My failures precluded all of the success I’ve had. They challenged me to learn more, work harder and most importantly to not let them define me. Failure has given me the freedom to take risks and push my boundaries, leading me to where I am today. Focusing only on success leads to something worse than failure: complacency.
In your speech, you used the number 2 as an example that a temporary failure doesn’t have to become a permanent one. Why is that number significant to you?
“2” was the number I saw at the top of the first exam I took at Wake Forest, in calculus. The 2 points I think were for writing my name on the paper correctly. I got a tutor, attended extra classes and worked harder than I ever did in high school, and still failed the course. I spent my winter break studying pre-calculus to retake the course. My confidence was shaken. With (another) failure I wouldn’t be able to apply to the undergraduate business school. I passed the course the next semester and learned that I’m so much more than a test score.
You also use the number 120 as it relates to your work at Google.

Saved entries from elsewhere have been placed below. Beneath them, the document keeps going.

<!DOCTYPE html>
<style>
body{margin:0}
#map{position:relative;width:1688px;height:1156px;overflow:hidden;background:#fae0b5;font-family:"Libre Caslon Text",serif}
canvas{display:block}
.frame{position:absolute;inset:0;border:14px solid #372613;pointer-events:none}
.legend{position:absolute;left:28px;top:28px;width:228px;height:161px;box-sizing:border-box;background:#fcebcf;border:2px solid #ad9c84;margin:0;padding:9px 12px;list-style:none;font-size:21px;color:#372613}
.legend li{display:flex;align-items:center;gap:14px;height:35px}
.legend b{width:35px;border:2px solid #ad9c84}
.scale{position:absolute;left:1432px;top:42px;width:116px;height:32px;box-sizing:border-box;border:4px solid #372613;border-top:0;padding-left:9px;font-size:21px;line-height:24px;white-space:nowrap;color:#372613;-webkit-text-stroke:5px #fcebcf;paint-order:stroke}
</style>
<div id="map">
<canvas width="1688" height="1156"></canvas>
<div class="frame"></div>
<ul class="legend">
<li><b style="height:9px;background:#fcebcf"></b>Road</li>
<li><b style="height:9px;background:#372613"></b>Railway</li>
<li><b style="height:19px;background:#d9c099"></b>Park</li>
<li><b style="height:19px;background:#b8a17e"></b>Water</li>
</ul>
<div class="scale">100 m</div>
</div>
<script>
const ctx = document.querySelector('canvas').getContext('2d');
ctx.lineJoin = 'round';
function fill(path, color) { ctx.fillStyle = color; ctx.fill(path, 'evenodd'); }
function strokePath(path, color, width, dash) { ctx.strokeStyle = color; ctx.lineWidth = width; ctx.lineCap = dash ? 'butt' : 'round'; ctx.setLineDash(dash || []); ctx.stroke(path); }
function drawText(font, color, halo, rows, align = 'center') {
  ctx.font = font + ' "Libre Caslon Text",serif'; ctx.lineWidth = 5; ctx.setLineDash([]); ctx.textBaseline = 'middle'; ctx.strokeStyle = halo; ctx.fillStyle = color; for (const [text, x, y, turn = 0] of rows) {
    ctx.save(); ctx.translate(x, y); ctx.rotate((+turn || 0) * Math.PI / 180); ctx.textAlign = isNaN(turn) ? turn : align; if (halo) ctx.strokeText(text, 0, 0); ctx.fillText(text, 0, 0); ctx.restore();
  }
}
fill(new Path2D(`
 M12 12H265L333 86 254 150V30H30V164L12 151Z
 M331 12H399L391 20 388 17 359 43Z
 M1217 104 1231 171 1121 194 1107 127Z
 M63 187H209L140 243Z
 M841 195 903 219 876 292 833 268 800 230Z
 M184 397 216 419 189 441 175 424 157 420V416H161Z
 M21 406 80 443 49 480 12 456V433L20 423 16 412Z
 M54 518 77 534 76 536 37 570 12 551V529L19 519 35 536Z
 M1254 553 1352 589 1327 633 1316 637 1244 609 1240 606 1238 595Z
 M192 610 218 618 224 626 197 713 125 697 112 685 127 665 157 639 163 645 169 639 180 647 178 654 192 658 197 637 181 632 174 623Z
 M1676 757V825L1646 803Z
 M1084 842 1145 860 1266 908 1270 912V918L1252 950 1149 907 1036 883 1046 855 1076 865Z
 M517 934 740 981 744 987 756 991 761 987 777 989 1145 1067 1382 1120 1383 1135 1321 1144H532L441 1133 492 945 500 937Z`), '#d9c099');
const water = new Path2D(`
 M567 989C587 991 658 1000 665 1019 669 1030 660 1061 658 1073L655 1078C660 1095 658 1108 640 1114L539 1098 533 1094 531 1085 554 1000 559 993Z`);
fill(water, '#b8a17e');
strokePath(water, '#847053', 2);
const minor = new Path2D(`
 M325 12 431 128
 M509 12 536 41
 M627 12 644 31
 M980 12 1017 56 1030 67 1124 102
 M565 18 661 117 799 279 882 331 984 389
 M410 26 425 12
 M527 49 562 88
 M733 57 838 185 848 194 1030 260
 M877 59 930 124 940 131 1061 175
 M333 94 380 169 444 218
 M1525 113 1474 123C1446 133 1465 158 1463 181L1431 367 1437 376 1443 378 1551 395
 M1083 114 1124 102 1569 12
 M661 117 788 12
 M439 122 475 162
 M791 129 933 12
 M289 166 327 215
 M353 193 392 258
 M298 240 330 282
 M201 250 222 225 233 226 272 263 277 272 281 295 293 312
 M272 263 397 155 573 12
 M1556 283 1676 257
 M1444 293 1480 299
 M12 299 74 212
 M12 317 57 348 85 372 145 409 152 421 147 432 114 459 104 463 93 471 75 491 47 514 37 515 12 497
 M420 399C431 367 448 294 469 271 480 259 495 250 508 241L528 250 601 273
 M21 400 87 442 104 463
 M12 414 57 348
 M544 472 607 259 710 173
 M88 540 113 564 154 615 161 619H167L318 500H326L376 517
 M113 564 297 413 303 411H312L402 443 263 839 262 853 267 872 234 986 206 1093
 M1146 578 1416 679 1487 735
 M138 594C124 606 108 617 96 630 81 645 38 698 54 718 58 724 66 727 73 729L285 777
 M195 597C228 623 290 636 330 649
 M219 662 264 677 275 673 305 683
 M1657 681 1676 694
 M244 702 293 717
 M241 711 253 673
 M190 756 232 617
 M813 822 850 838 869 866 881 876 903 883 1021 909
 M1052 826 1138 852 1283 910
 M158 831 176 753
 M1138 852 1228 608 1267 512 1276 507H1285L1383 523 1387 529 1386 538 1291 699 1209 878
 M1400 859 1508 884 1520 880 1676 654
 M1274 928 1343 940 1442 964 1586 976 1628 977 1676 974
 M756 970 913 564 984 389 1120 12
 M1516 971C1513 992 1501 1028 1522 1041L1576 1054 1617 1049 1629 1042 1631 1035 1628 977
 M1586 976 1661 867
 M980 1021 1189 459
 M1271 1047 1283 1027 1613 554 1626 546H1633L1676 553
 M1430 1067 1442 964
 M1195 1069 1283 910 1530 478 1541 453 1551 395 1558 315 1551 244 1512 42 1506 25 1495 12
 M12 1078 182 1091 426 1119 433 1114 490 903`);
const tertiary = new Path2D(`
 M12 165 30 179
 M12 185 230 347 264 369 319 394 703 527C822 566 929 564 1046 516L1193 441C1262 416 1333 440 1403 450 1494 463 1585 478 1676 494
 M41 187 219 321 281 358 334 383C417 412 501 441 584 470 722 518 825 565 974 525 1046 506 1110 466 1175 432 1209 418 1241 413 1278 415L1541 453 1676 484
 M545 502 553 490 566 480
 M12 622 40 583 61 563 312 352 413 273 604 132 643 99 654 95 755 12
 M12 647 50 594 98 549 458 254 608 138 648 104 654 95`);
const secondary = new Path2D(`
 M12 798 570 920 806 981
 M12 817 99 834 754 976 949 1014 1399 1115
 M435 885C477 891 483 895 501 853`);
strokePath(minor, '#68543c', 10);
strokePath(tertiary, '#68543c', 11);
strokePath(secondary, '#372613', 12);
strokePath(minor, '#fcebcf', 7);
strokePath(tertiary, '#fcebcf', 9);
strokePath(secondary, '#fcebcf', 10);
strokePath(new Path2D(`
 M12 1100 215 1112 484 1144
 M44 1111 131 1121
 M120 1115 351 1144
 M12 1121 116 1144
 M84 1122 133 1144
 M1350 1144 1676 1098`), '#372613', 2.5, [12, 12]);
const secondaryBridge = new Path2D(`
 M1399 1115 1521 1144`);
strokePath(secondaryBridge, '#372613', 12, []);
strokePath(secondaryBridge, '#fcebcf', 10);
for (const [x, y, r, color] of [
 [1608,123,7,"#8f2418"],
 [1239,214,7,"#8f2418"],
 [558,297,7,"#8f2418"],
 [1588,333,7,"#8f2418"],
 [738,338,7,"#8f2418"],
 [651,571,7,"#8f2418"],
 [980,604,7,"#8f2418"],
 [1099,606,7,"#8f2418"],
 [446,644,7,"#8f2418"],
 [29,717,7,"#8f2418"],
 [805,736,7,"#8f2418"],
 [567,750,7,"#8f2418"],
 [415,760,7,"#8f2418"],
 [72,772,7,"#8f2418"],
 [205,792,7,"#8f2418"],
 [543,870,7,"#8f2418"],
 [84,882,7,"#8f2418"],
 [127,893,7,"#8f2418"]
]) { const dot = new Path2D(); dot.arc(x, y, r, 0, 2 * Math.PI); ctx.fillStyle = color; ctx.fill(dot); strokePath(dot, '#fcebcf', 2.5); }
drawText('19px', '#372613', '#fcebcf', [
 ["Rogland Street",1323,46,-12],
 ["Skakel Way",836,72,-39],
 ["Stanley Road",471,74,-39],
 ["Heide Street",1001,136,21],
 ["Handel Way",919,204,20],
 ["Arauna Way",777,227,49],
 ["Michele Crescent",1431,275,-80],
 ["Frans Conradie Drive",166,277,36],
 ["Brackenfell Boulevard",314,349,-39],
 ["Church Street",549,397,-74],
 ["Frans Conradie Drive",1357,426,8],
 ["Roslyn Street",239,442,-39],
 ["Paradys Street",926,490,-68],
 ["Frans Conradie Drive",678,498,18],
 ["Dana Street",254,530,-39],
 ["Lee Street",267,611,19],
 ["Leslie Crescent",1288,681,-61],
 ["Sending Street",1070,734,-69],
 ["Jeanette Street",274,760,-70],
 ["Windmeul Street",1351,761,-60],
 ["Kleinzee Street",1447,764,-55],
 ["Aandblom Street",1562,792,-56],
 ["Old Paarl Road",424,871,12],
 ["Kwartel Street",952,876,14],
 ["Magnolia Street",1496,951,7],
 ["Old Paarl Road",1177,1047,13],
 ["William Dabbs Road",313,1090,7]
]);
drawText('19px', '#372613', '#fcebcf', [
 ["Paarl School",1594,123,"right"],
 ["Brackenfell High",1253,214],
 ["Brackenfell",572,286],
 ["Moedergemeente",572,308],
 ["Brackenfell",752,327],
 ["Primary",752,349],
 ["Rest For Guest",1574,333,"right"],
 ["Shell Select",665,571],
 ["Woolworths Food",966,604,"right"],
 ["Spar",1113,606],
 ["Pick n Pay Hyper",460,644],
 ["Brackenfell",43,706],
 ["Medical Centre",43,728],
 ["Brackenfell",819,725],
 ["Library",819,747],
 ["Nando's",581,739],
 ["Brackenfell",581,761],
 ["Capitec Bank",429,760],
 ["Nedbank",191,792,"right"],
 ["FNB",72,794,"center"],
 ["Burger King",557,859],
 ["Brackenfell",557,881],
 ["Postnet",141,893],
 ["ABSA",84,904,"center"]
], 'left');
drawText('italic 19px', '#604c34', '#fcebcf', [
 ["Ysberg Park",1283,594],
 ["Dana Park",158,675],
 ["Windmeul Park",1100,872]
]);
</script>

At Google we have the opportunity to spend 20 percent (of our time) on projects in addition to our core role. 120 is a reminder that in order to be successful 100 percent isn’t enough. Giving 120 percent has made the difference in my life.
Can you talk about some of the professors or experiences that influenced you when you were a student?
I had strong mentors in Dr. Linda Howe (romance languages) and John Ceneviva (business). Both of them pushed me to be my best self both academically and personally. They allowed me to take on leadership roles in their courses that were critical in my personal development. They helped me build a confidence in my abilities that at the time I didn’t possess.
'Failure has given me the freedom to take risks and push my boundaries, leading me to where I am today.'
How did Wake Forest change you?
Another professor, James Powell, wrote that “Pro Humanitate gives us a focal point and reminds us that human cultivation, human flourishing — that is our fundamental commitment.” A spirit of social responsibility and of lifelong learning are what makes Wake Forest special. I’ll always have those values with me.
What’s your favorite memory of Wake Forest?
Lifelong friendships from the classroom to pickup soccer games on the Quad to studying abroad in Salamanca, Spain.
While you’re reflecting on your past, do you remember any of the short answer questions from your admissions application in 2009?
Very interesting to find this response from my application (to the question: What outrages you?): “Unwillingness to accept others with opposing ideas outrages me.” That’s a relevant response seven years later. The ability to listen to opposing views and engage in a healthy discussion is powerful. Those who judge the motives and shut down conversations with others who view things differently diminishes us.
What advice do you have for incoming freshmen?
Don’t let the fear of failure or not being the best hold you back. How you react to hardships you face in the next few years will show you who you are. Show grit, take risks and, most importantly, enjoy your time at Wake Forest.